In R-package, you can use .(dot) to replace underscore in the parameters, for example, you can use max.depth as max_depth. The underscore parameters are also valid in R.
- booster [default=gbtree]
- which booster to use, can be gbtree, gblinear or dart. gbtree and dart use tree based model while gblinear uses linear function.
- silent [default=0]
- 0 means printing running messages, 1 means silent mode.
- nthread [default to maximum number of threads available if not set]
- number of parallel threads used to run xgboost
- num_pbuffer [set automatically by xgboost, no need to be set by user]
- size of prediction buffer, normally set to number of training instances. The buffers are used to save the prediction results of last boosting step.
- num_feature [set automatically by xgboost, no need to be set by user]
- feature dimension used in boosting, set to maximum dimension of the feature
- eta [default=0.3, alias: learning_rate]
- step size shrinkage used in update to prevents overfitting.
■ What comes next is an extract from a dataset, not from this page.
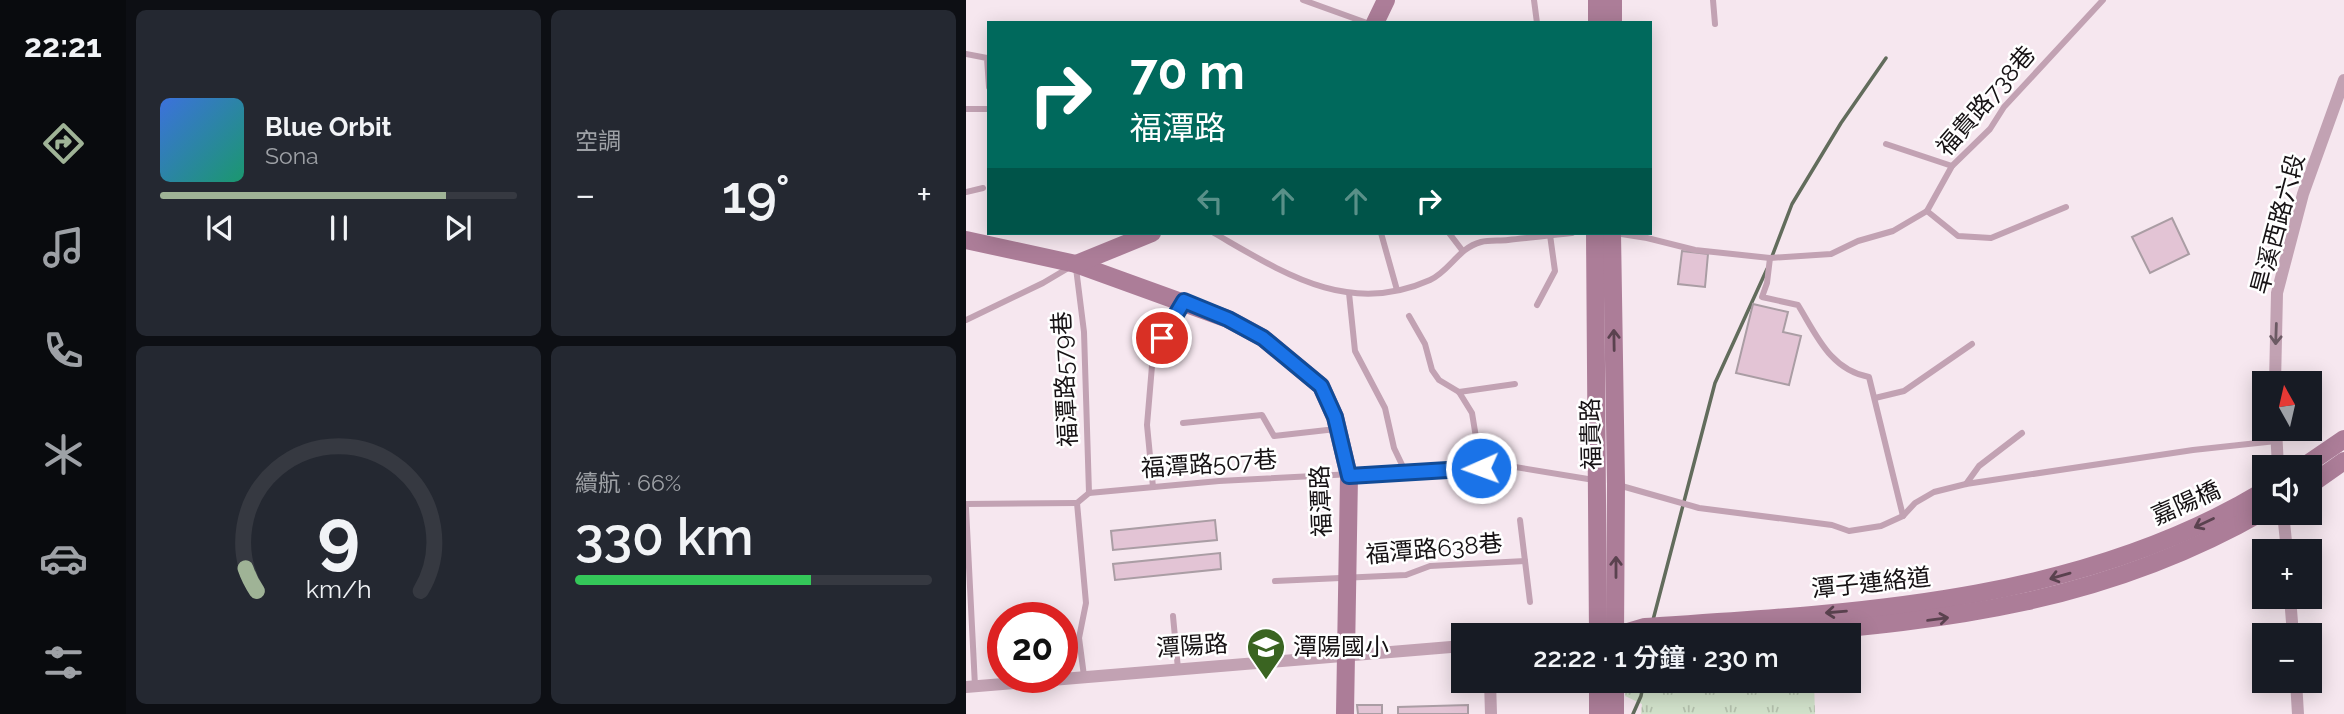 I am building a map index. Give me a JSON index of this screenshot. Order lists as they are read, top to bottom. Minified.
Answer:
{"streets":{"street":["旱溪西路六段","福貴路","福潭路","嘉陽橋","潭子連絡道","潭陽路"],"lane":["福貴路738巷","福潭路579巷","福潭路507巷","福潭路638巷"]},"crossings":[["福潭路579巷","福潭路507巷"],["福潭路579巷","福潭路"],["福貴路","福潭路507巷"],["福潭路507巷","福潭路"],["福潭路","福潭路638巷"],["福潭路","潭陽路"],["嘉陽橋","潭子連絡道"]],"one_way":["旱溪西路六段"],"places":{"school or university":["潭陽國小"]},"north":"top","page":{"tabs":"22:21","tile":["空調",["續航 · 66%","330 km"]],"turn":["70 m","福潭路"],"song":["Blue Orbit","Sona"],"heat":["−","19°","+"],"map_buttons":["+","−"],"limit":"20","trip":"22:22 · 1 分鐘 · 230 m","gauge":["9","km/h"]}}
After each boosting step, we can directly get the weights of new features. and eta actually shrinks the feature weights to make the boosting process more conservative.
- range: [0,1]
- gamma [default=0, alias: min_split_loss]
- minimum loss reduction required to make a further partition on a leaf node of the tree. The larger, the more conservative the algorithm will be.
- range: [0,∞]
- max_depth [default=6]
- maximum depth of a tree, increase this value will make the model more complex / likely to be overfitting.
- range: [1,∞]
- min_child_weight [default=1]
- minimum sum of instance weight (hessian) needed in a child. If the tree partition step results in a leaf node with the sum of instance weight less than min_child_weight, then the building process will give up further partitioning. In linear regression mode, this simply corresponds to minimum number of instances needed to be in each node. The larger, the more conservative the algorithm will be.
- range: [0,∞]
- max_delta_step [default=0]
- Maximum delta step we allow each tree's weight estimation to be. If the value is set to 0, it means there is no constraint. If it is set to a positive value, it can help making the update step more conservative. Usually this parameter is not needed, but it might help in logistic regression when class is extremely imbalanced. Set it to value of 1-10 might help control the update
- range: [0,∞]
- subsample [default=1]
- subsample ratio of the training instance. Setting it to 0.5 means that XGBoost randomly collected half of the data instances to grow trees and this will prevent overfitting.
- range: (0,1]
- colsample_bytree [default=1]
- subsample ratio of columns when constructing each tree.
- range: (0,1]
- colsample_bylevel [default=1]
- subsample ratio of columns for each split, in each level.
- range: (0,1]
- lambda [default=1, alias: reg_lambda]
- L2 regularization term on weights, increase this value will make model more conservative.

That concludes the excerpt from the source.